(Extracted records)
────────────────────────────────────────
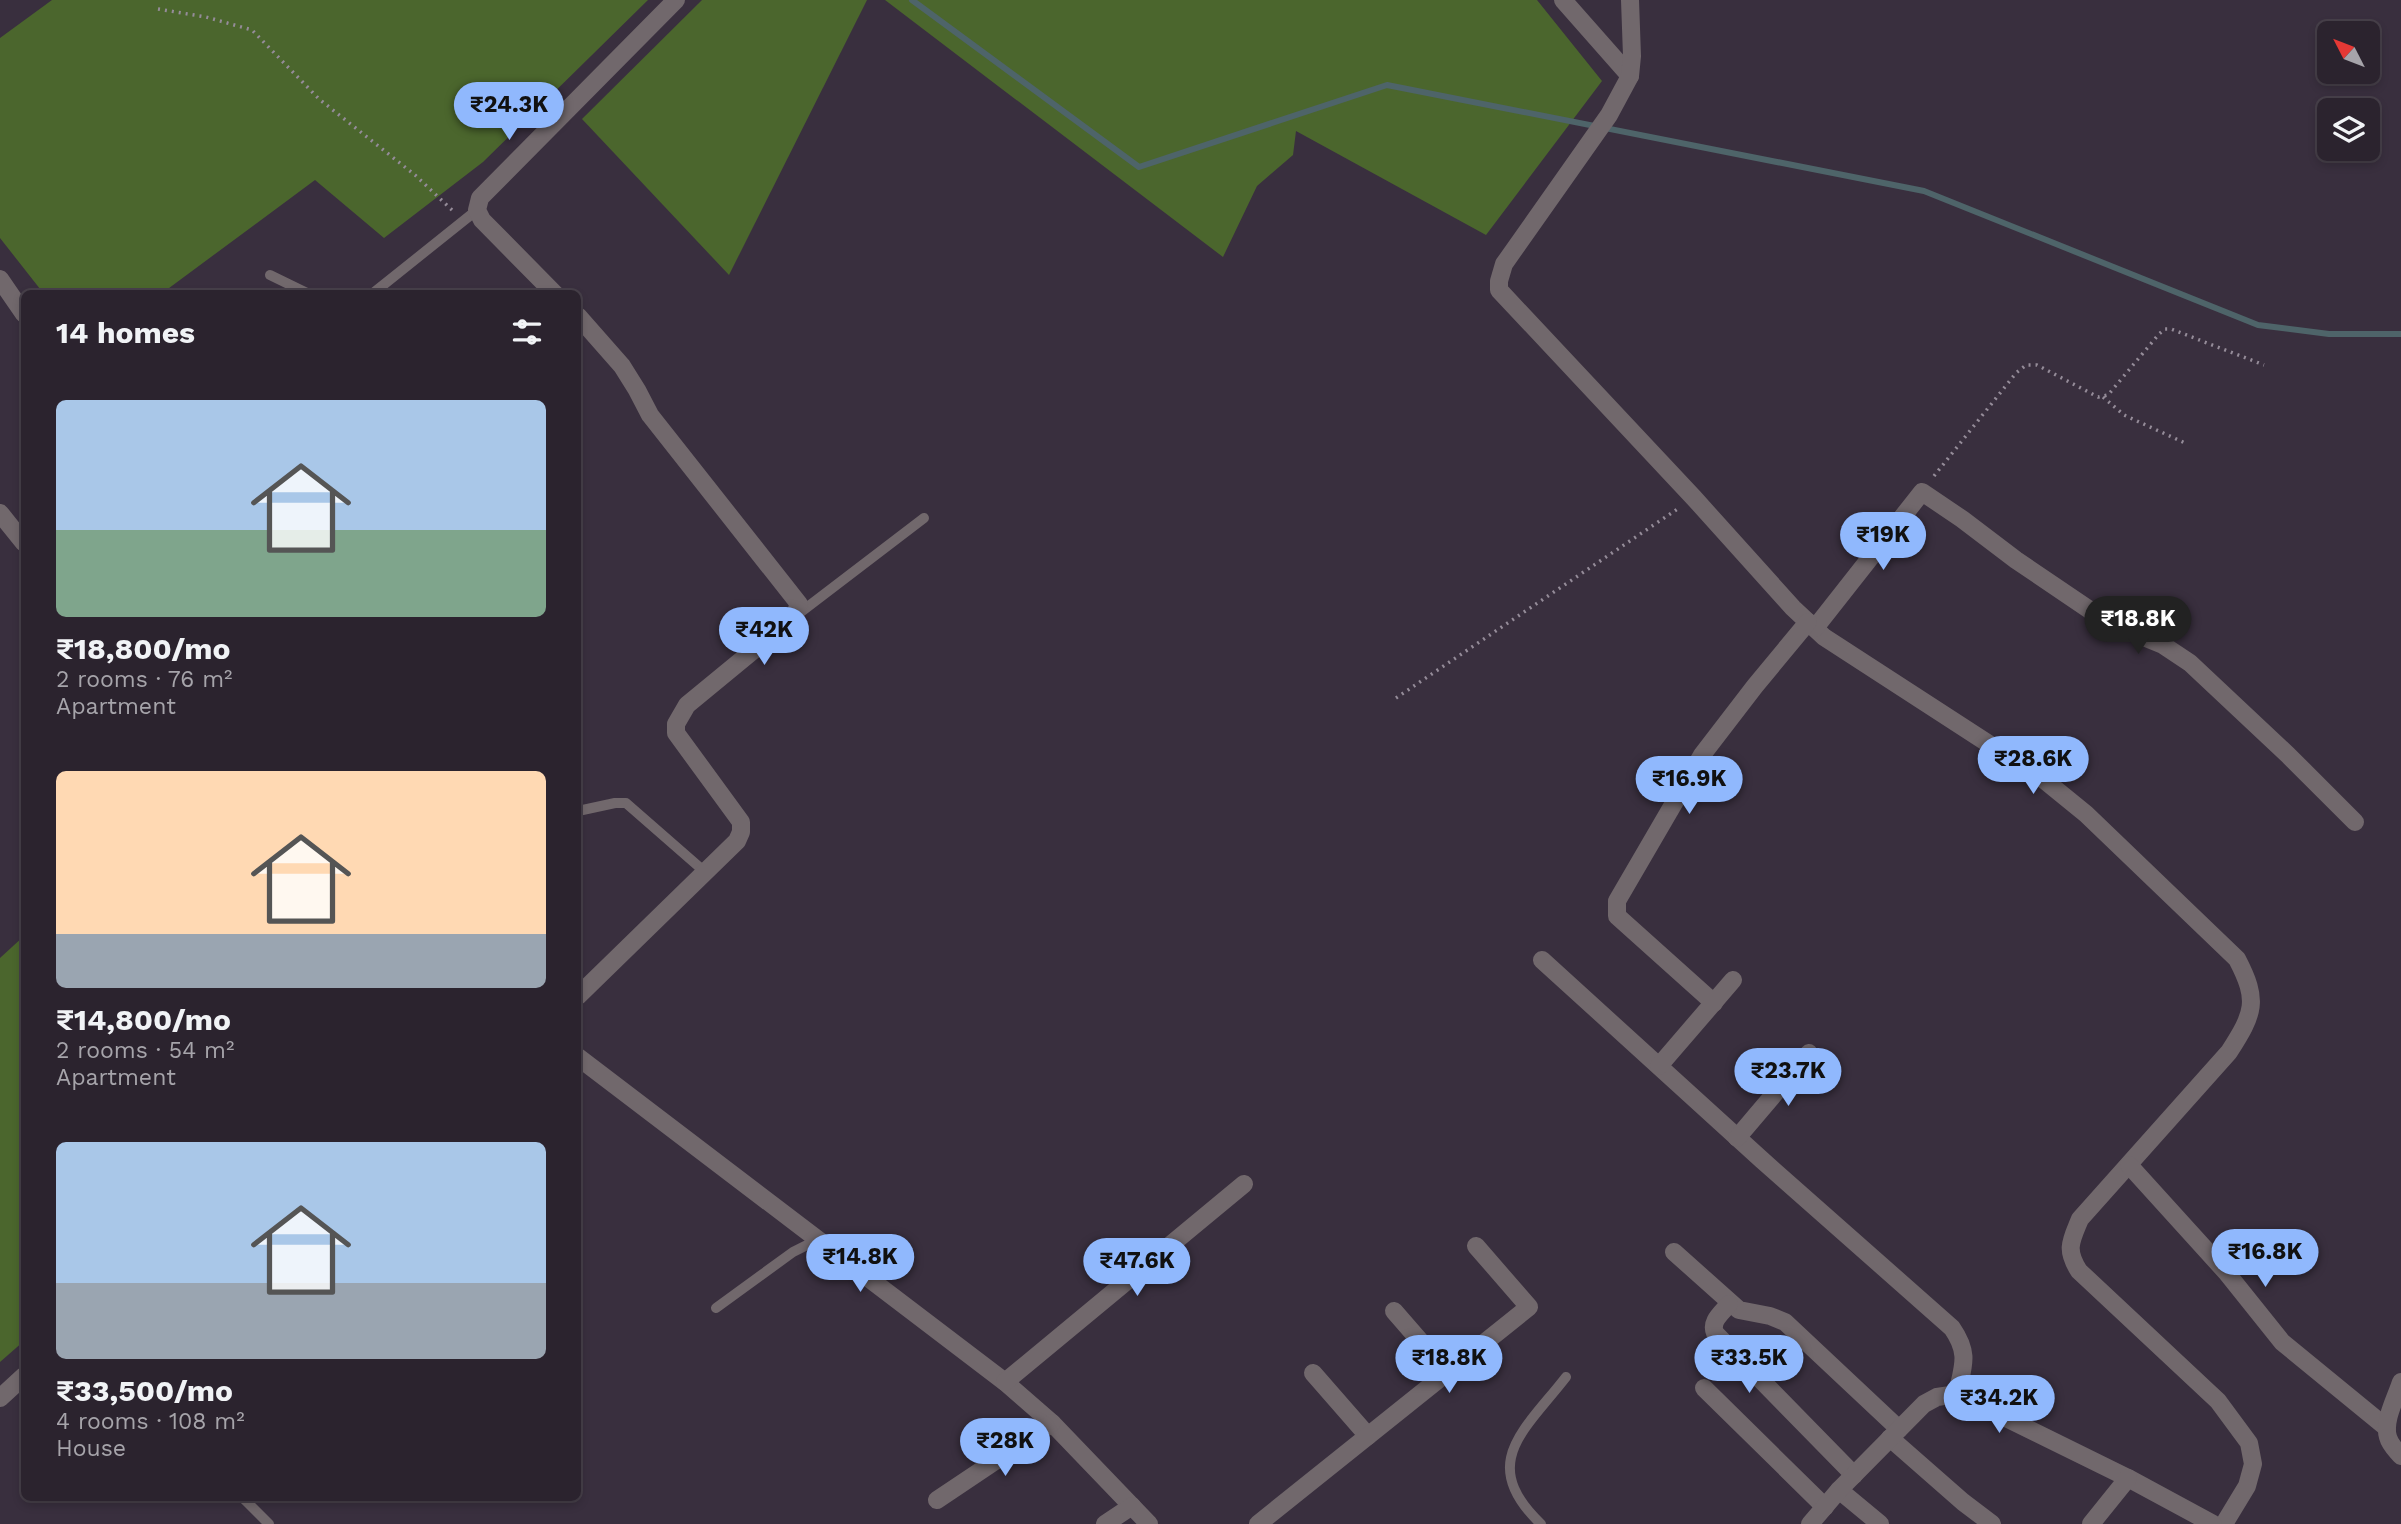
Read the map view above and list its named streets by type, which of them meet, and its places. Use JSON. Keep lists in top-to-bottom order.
{
  "north": "top left",
  "page": {
    "price": [
      "₹24.3K",
      "₹19K",
      "₹18.8K",
      "₹42K",
      "₹28.6K",
      "₹16.9K",
      "₹23.7K",
      "₹16.8K",
      "₹14.8K",
      "₹47.6K",
      "₹18.8K",
      "₹33.5K",
      "₹34.2K",
      "₹28K"
    ],
    "heading": "14 homes",
    "list": [
      {
        "name": "₹18,800/mo",
        "note": "2 rooms · 76 m² · Apartment"
      },
      {
        "name": "₹14,800/mo",
        "note": "2 rooms · 54 m² · Apartment"
      },
      {
        "name": "₹33,500/mo",
        "note": "4 rooms · 108 m² · House"
      }
    ]
  }
}
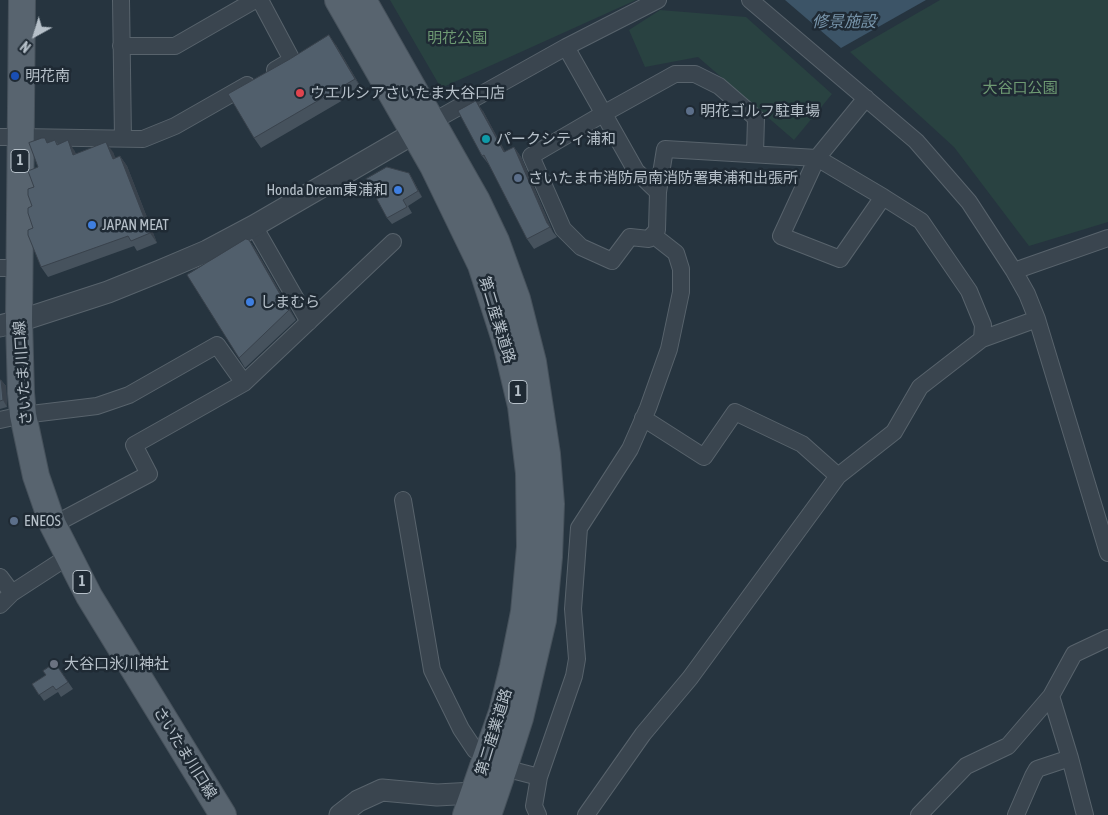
────────────────────────────────────────
Your copy should hold every record word for word and none of the pictures.

- **Written solution**:
Read the map view above and list its named streets by type, which of them meet, and its places. Use JSON. Keep lists in top-to-bottom order.
{
  "north": "top left",
  "page": {
    "price": [
      "₹24.3K",
      "₹19K",
      "₹18.8K",
      "₹42K",
      "₹28.6K",
      "₹16.9K",
      "₹23.7K",
      "₹16.8K",
      "₹14.8K",
      "₹47.6K",
      "₹18.8K",
      "₹33.5K",
      "₹34.2K",
      "₹28K"
    ],
    "heading": "14 homes",
    "list": [
      {
        "name": "₹18,800/mo",
        "note": "2 rooms · 76 m² · Apartment"
      },
      {
        "name": "₹14,800/mo",
        "note": "2 rooms · 54 m² · Apartment"
      },
      {
        "name": "₹33,500/mo",
        "note": "4 rooms · 108 m² · House"
      }
    ]
  }
}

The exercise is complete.